If Saltwater Physio receives any unsolicited personal information that is not deemed appropriate for the permitted health situation, Saltwater Physio will reasonably de-identify and dispose of the information accordingly.
If Saltwater Physio holds any personal or health information that is no longer deemed relevant or appropriate for the permitted health situation, Saltwater Physio will reasonably de-identify and dispose of the information accordingly.
You have the right to request to see the information that Saltwater Physio holds about you. All requests will be answered in the time frame of one month unless you are notified of a difference to this time scale. If an individual requests access to his/her personal information from Saltwater Physio, a fee will be charged. Please note that this fee is associated with administrative costs only.
Requests can be made in writing to:
Saltwater Physio, Habitat, Unit 36, 5 Easy Street, Byron Bay, NSW, 2481
Alternatively, you can email us at info@saltwaterphysio.com.au or you can call us on 0406 660 814.
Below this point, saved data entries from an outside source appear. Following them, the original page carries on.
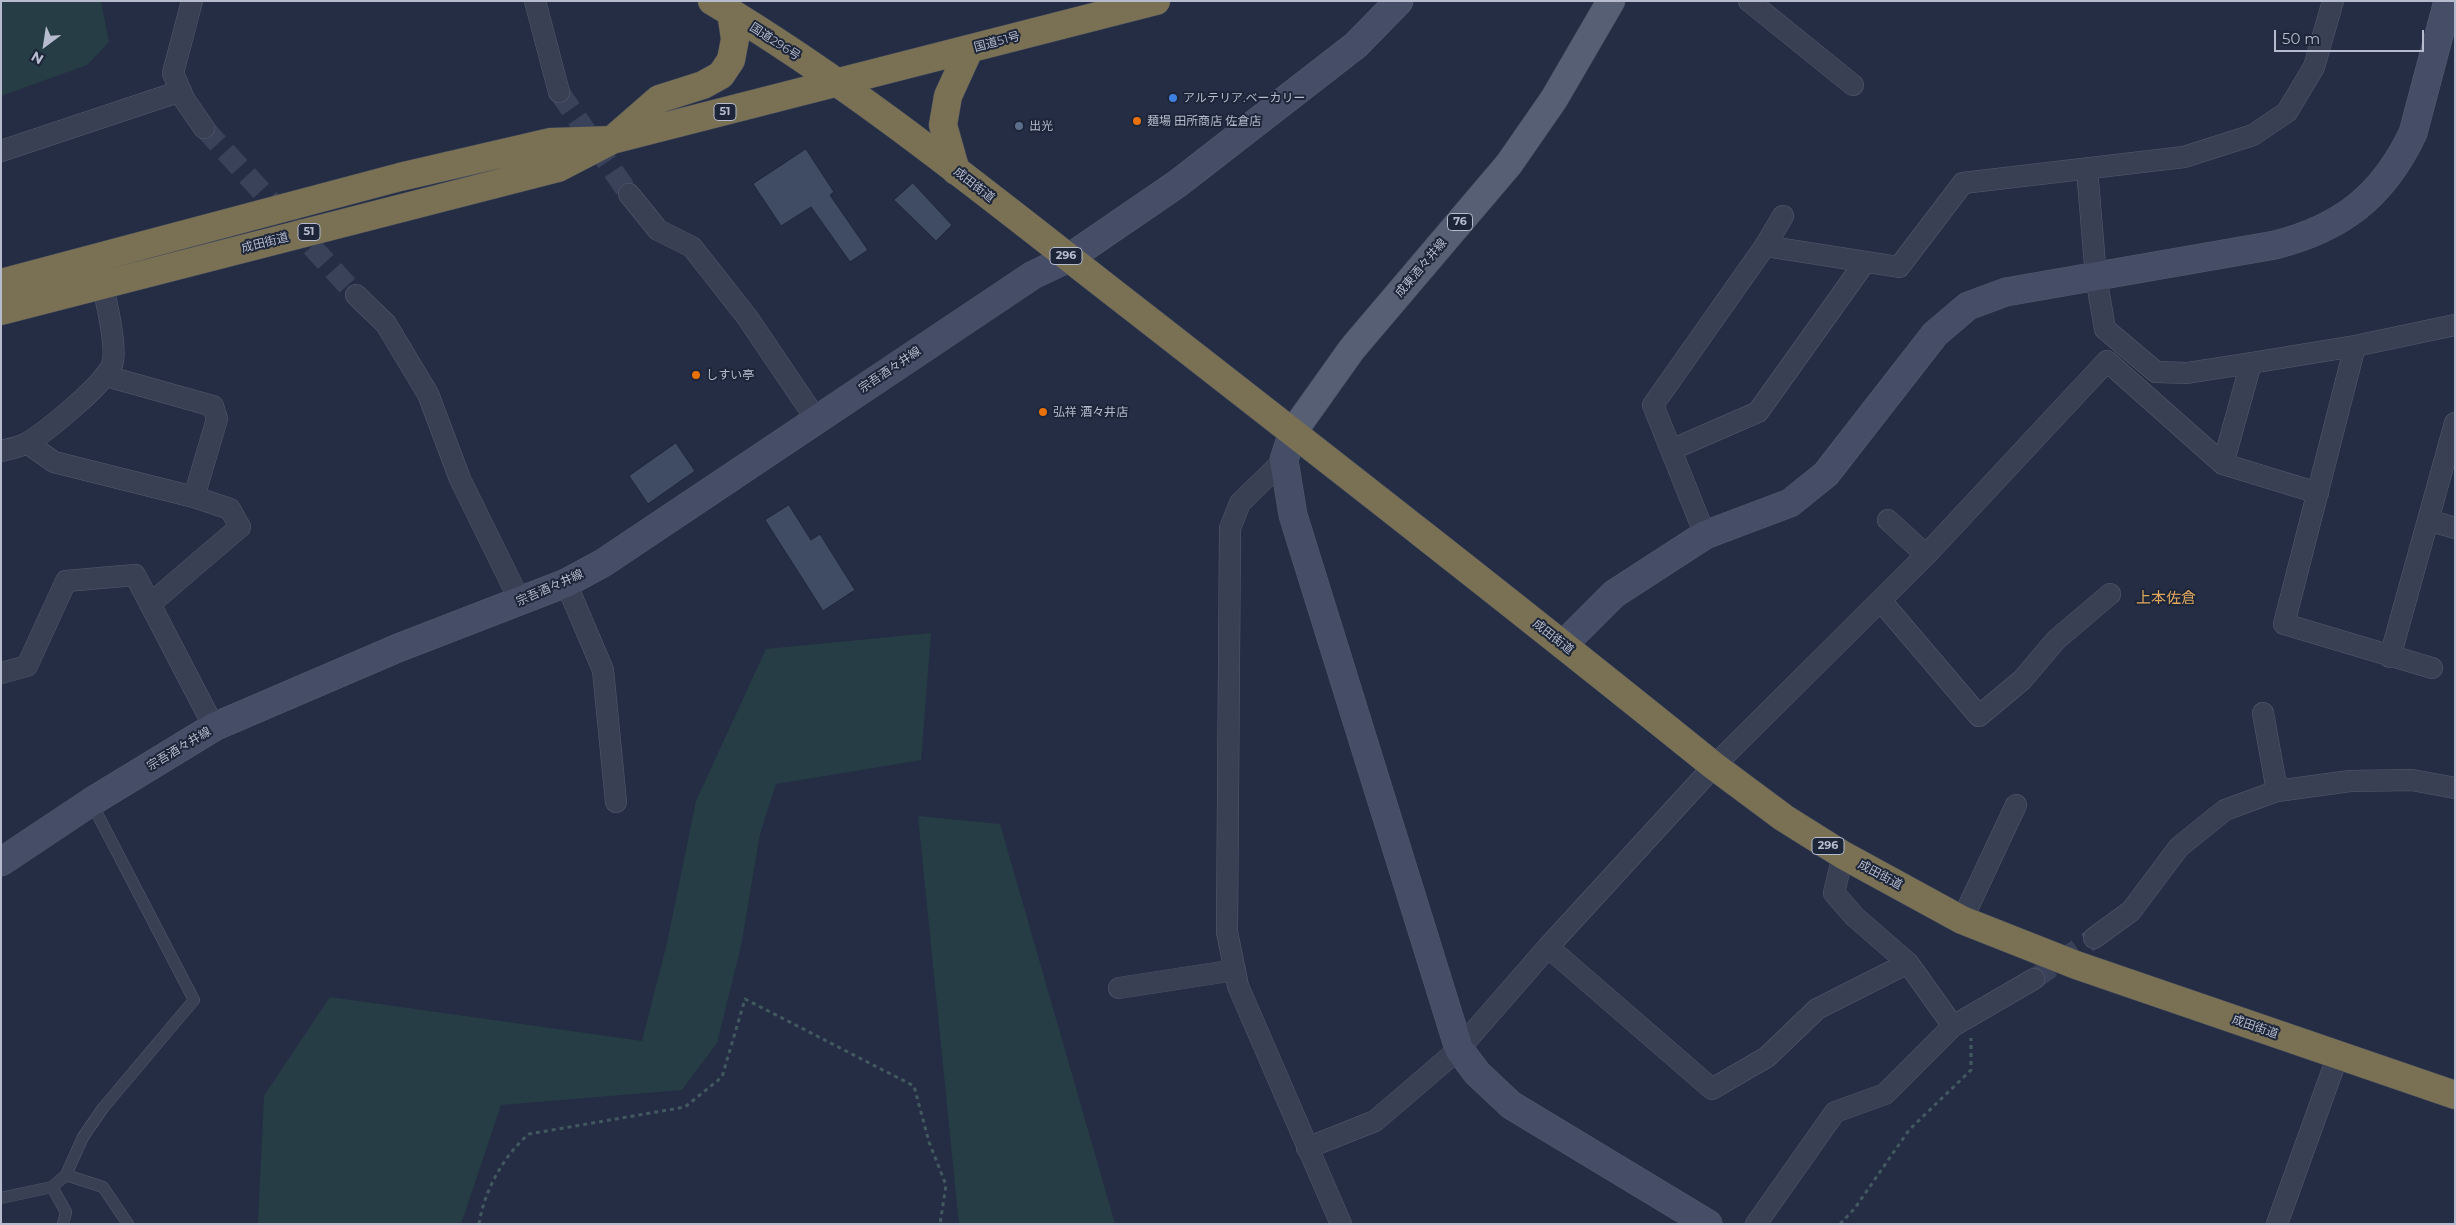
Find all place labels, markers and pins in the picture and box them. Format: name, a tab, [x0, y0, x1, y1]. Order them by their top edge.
place label: アルテリア.ベーカリー	[1183, 91, 1306, 105]
marker: アルテリア.ベーカリー	[1167, 92, 1179, 104]
place label: 麺場 田所商店 佐倉店	[1147, 114, 1261, 128]
marker: 麺場 田所商店 佐倉店	[1131, 115, 1143, 127]
place label: 出光	[1029, 119, 1053, 133]
marker: 出光	[1013, 120, 1025, 132]
place label: しすい亭	[706, 368, 754, 382]
marker: しすい亭	[690, 369, 702, 381]
place label: 弘祥 酒々井店	[1053, 405, 1128, 419]
marker: 弘祥 酒々井店	[1037, 406, 1049, 418]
In the instance where requests are excessive or unfounded, Saltwater Physio has the right to refuse and/or charge for time spent. This does not affect the individual’s right to complain to the Information Commissioner’s Office to seek judicial remedy. Where a fee is deemed appropriate Saltwater Physio will not comply with any requests until the fee is received.
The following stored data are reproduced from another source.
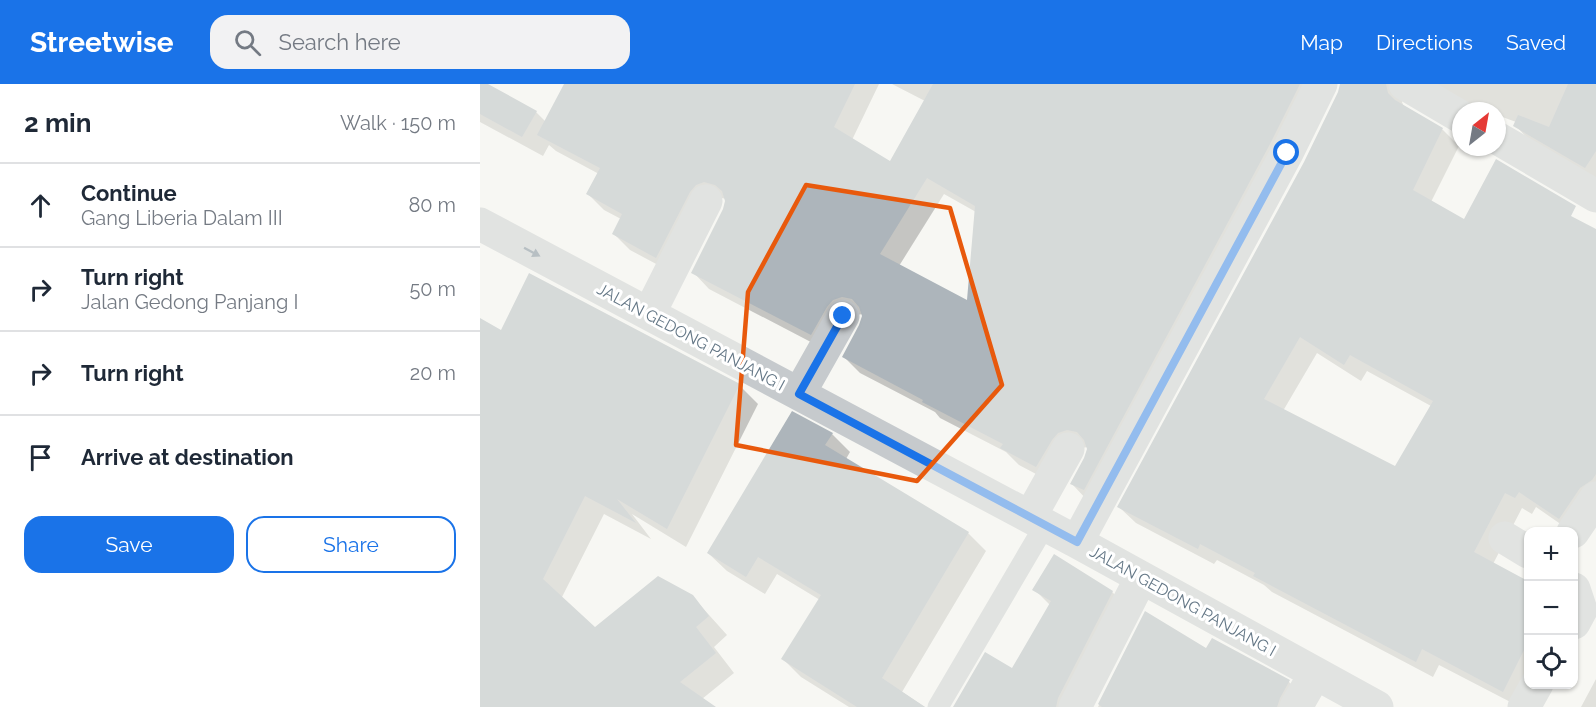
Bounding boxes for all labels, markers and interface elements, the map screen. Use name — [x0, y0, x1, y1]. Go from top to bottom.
search box — [210, 15, 630, 69]
text: Streetwise — [30, 26, 174, 59]
icon: search — [231, 26, 264, 59]
text: Search here — [279, 29, 401, 55]
text: Map — [1300, 30, 1343, 55]
text: Directions — [1376, 30, 1473, 55]
text: Saved — [1506, 30, 1566, 55]
north arrow — [1452, 102, 1506, 156]
text: 2 min — [24, 108, 91, 138]
text: Walk · 150 m — [340, 111, 456, 135]
route start — [1273, 139, 1299, 165]
text: Continue — [81, 180, 177, 206]
icon: ahead — [24, 189, 57, 222]
text: 80 m — [408, 193, 456, 217]
text: Gang Liberia Dalam III — [81, 206, 283, 230]
one-way arrow — [523, 247, 540, 257]
text: Turn right — [81, 264, 184, 290]
icon: right — [24, 273, 57, 306]
text: 50 m — [409, 277, 456, 301]
street label: JALAN GEDONG PANJANG I — [594, 279, 788, 395]
text: Jalan Gedong Panjang I — [81, 290, 298, 314]
route end — [829, 302, 855, 328]
icon: right — [24, 357, 57, 390]
text: Turn right — [81, 360, 184, 386]
text: 20 m — [410, 361, 456, 385]
icon: arrive — [24, 441, 57, 474]
text: Arrive at destination — [81, 444, 294, 470]
button: Save — [24, 516, 234, 573]
button: Share — [246, 516, 456, 573]
map controls — [1524, 527, 1578, 689]
button: + — [1524, 527, 1578, 581]
street label: JALAN GEDONG PANJANG I — [1087, 542, 1279, 660]
button: − — [1524, 581, 1578, 635]
button: locate — [1524, 635, 1578, 689]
If an individual patient requests access to their personal information, under the Health Records and Information Privacy Act 2002 (HRIP Act) he/she must follow the guidelines as laid out by the Information and Privacy Commission (IPC). Current instructions are available from www.ipc.nsw.gov.au.
Once an individual patient requests access to his/her personal information Saltwater Physio will respond within the required period of time to provide the information as per IPC current instructions.
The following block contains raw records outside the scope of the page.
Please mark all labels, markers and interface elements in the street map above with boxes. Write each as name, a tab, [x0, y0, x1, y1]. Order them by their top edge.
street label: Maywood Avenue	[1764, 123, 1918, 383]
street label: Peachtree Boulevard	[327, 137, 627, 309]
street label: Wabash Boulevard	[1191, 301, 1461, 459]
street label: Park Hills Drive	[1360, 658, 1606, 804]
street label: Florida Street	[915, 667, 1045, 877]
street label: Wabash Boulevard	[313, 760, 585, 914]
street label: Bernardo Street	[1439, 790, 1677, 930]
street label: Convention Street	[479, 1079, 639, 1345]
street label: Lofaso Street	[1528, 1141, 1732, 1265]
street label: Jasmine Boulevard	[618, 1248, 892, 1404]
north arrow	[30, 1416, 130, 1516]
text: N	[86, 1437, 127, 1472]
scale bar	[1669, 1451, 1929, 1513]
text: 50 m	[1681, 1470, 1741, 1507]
Individuals have the right to have incorrect information that is held about them amended. If this arises within the notes held by Saltwater Physio the notes will become restricted (not used) until the issue is resolved. However, if Saltwater Physio deems the information to be accurate then no amendment will be made.
All personal information will be updated in accordance with any changes to a patient’s personal circumstances brought to Saltwater Physio’s attention. All changes to personal information will be subject to patient’s consent and acknowledgement.
If an individual requests access to his/her personal information from Saltwater Physio, a fee will be charged. Please note that this fee is associated with administrative costs only.
A patient may complain about a breach of their privacy to the Practice Manager or directly to the Information and Privacy Commission (IPC) QLD. Complaints must be received within six months of the patient first becoming aware of the matter.
Upon receipt of a patient complaint regarding a breach of his/her privacy, the Practice Manager will undertake a full investigation and report the findings in writing to the patient. If it is deemed that a privacy breach has occurred, the Practice Manager will follow the current IPC procedure for reporting and report the breach to IPC.
Should you have any concerns about your personal data, if you wish to obtain information regarding the personal data we hold about you or wish to make a complaint about the data we hold, you can contact us at:
Saltwater Physio, Habitat, Unit 36, 5 Easy Street, Byron Bay, NSW, 2481
Email: info@saltwaterphysio.com.au | Phone: 0406 660 814
You can also formally report an issue of concern with the Office of the Australian Information Commissioner. For further information concerning your rights please visit the Australian Privacy Commissioner’s website at www.privacy.gov.au.
Saltwater Physio provides access to our Privacy Policy to patients via our website: www.saltwaterphysio.com.au
We reserve the right to amend our Privacy Policy at any time to meet the requirements of any legislation.